Notice is hereby given that a joint special meeting (the
"Meeting") of shareholders of the Muhlenkamp Fund (A Series of the
Wexford Trust) will be held on May 28 at 10:00 a.m. Eastern Time
at The Chadwick in Ballroom C, 1 Wexford Square, Wexford, PA,
15090, for the following purposes:

1.   To elect Trustees, as described in part I of the attached
  Proxy statement (p 1).

2.   One proposed change to your Fund's fundamental investment
  restrictions, which would not alter your Fund's investment
  objectives.

3.   To transact any other business which may properly come before
  the Meeting or any adjournments thereof.

The close of business March 6, 1998 has been fixed as the record
date for the determination of shareholders of the Muhlenkamp Fund
(A Series of the Wexford Trust) entitled to notice of and to vote
at the Meeting or any adjournments thereof.

IT IS IMPORTANT THAT PROXIES BE RETURNED PROMPTLY.  SHAREHOLDERS
WHO DO NOT EXPECT TO ATTEND IN PERSON ARE URGED TO SIGN WITHOUT
DELAY AND RETURN THE ENCLOSED PROXY IN THE ENCLOSED POSTAGE PAID
ENVELOPE SO THAT THEIR SHARES MAY BE REPRESENTED AT THE MEETING.
YOUR PROMPT ATTENTION TO THE ENCLOSED PROXY WILL HELP TO AVOID THE
EXPENSE OF FURTHER SOLICITATION.

By order of the Board of Trustees.


Jean A. Leister


Secretary

April 15, 1998



                                 
                                 
                                 
           Muhlenkamp Fund-A Series of the Wexford Trust
                        12300 Perry Highway
                        Wexford, PA  15090

                          PROXY STATEMENT

The enclosed proxy is solicited by the Trustees of Muhlenkamp Fund
(the "Fund") for use at the 1998 Special Meeting of Shareholders
to be held on May 28, 1998, and at any adjournments thereof, for
the purposes set forth in the accompanying Notice of Meeting of
Shareholders.  Shareholders of record at the close of business on
March 6, 1998, are entitled to be present and to vote at the
meeting or any adjourned session thereof.  The Notice of Meeting,
Proxy and the Proxy Statement have been mailed to such
shareholders of record on or about April 15, 1998.

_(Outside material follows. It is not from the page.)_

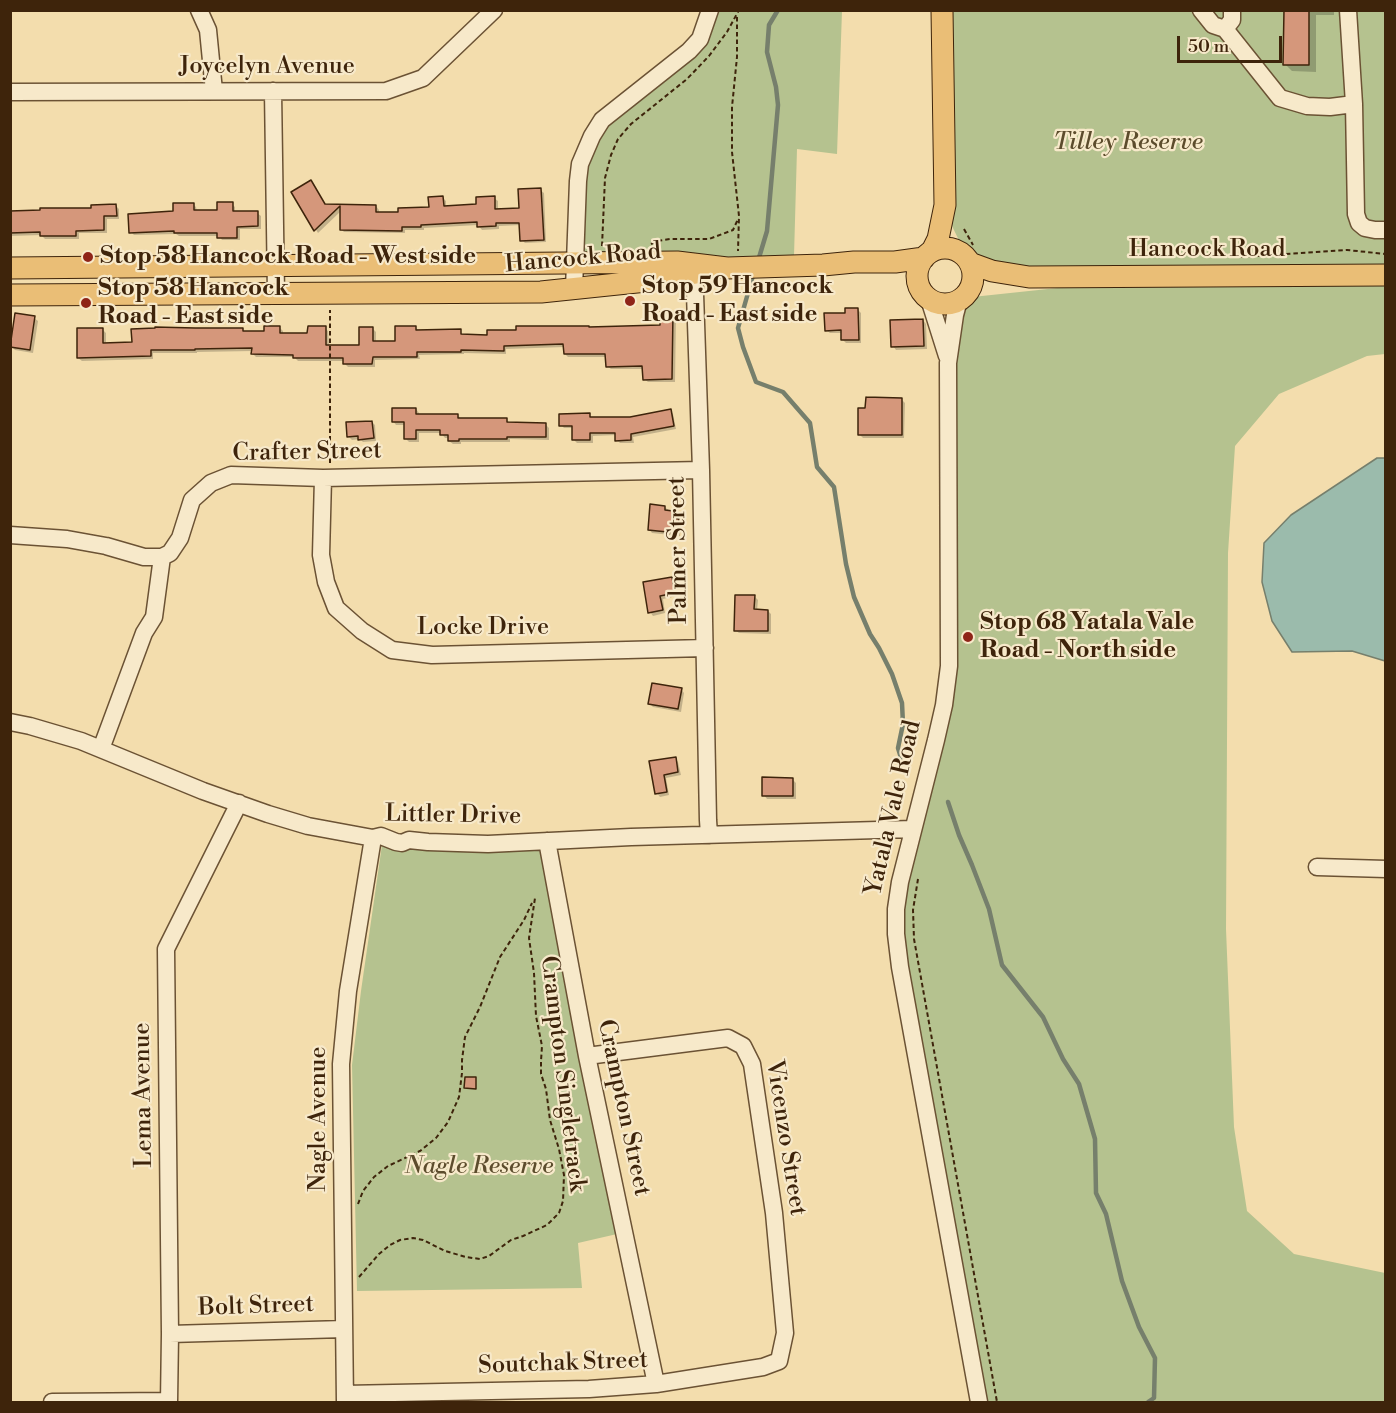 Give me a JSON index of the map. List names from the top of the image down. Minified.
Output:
{"streets":{"main road":["Hancock Road"],"street":["Joycelyn Avenue","Crafter Street","Palmer Street","Locke Drive","Yatala Vale Road","Littler Drive","Lema Avenue","Crampton Street","Nagle Avenue","Vicenzo Street","Bolt Street","Soutchak Street"],"path":["Crampton Singletrack"]},"crossings":[["Hancock Road","Palmer Street"],["Hancock Road","Yatala Vale Road"],["Crafter Street","Palmer Street"],["Crafter Street","Locke Drive"],["Palmer Street","Locke Drive"],["Palmer Street","Littler Drive"],["Yatala Vale Road","Littler Drive"],["Littler Drive","Lema Avenue"],["Littler Drive","Crampton Street"],["Littler Drive","Nagle Avenue"],["Crampton Singletrack","Nagle Avenue"],["Lema Avenue","Bolt Street"],["Crampton Street","Vicenzo Street"],["Crampton Street","Soutchak Street"],["Nagle Avenue","Bolt Street"],["Nagle Avenue","Soutchak Street"],["Vicenzo Street","Soutchak Street"]],"parks":["Tilley Reserve","Nagle Reserve"],"places":["Stop 58 Hancock Road - West side","Stop 59 Hancock Road - East side","Stop 58 Hancock Road - East side","Stop 68 Yatala Vale Road - North side"],"scale_bar":"50 m"}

A copy of the Annual Report of the Fund for its most recent fiscal
year, including financial statements and the Prospectus dated
3/1/98, will accompany this Proxy Statement.  A representative of
Deloitte & Touche LLP, Auditors of the Fund, is expected to be
present at the meeting with the opportunity to make statements and
to respond to appropriate questions.

Each share of beneficial interest is entitled to one vote.  Shares
represented by duly executed proxies will be voted for the
election of the persons named herein as Trustees, unless such
authority has been withheld.  With respect to the other matters
specified in the proxy, shares will be voted in accordance with
the instructions made.  If no instructions are made, the proxy
will be voted for the matter specified in the proxy.  Proxies may
be revoked at any time before they are voted by a written
revocation received by the Secretary of the Fund, by properly
executing a later-dated proxy or by attending the meeting and
voting in person.

1.     ELECTION OF TRUSTEES

The nominees for Trustees of the Fund who are proposed for
election at the meeting, their ages, and a description of their
principal occupations are set forth below.  Ronald H. Muhlenkamp
is currently a Trustee of the Fund and was elected by the
shareholders of the Fund on November 18, 1988.  The other nominees
have never served as Trustees of the Fund.  Mr. Belle and Mr. Rice
are retiring from the board after 9 years service.

The term of office of each person elected as Trustee will be until
the next meeting held for the purpose of electing Trustees and
until his or her successor is elected and qualified.  Each of the
nominees has agreed to serve as a Trustee if elected.  If any of
the nominees should be unavailable for election at the time of the
meeting, the persons named as proxies will vote unmarked proxies
and those marked for the unavailable Trustee for such other
nominee as the present Trustees may recommend.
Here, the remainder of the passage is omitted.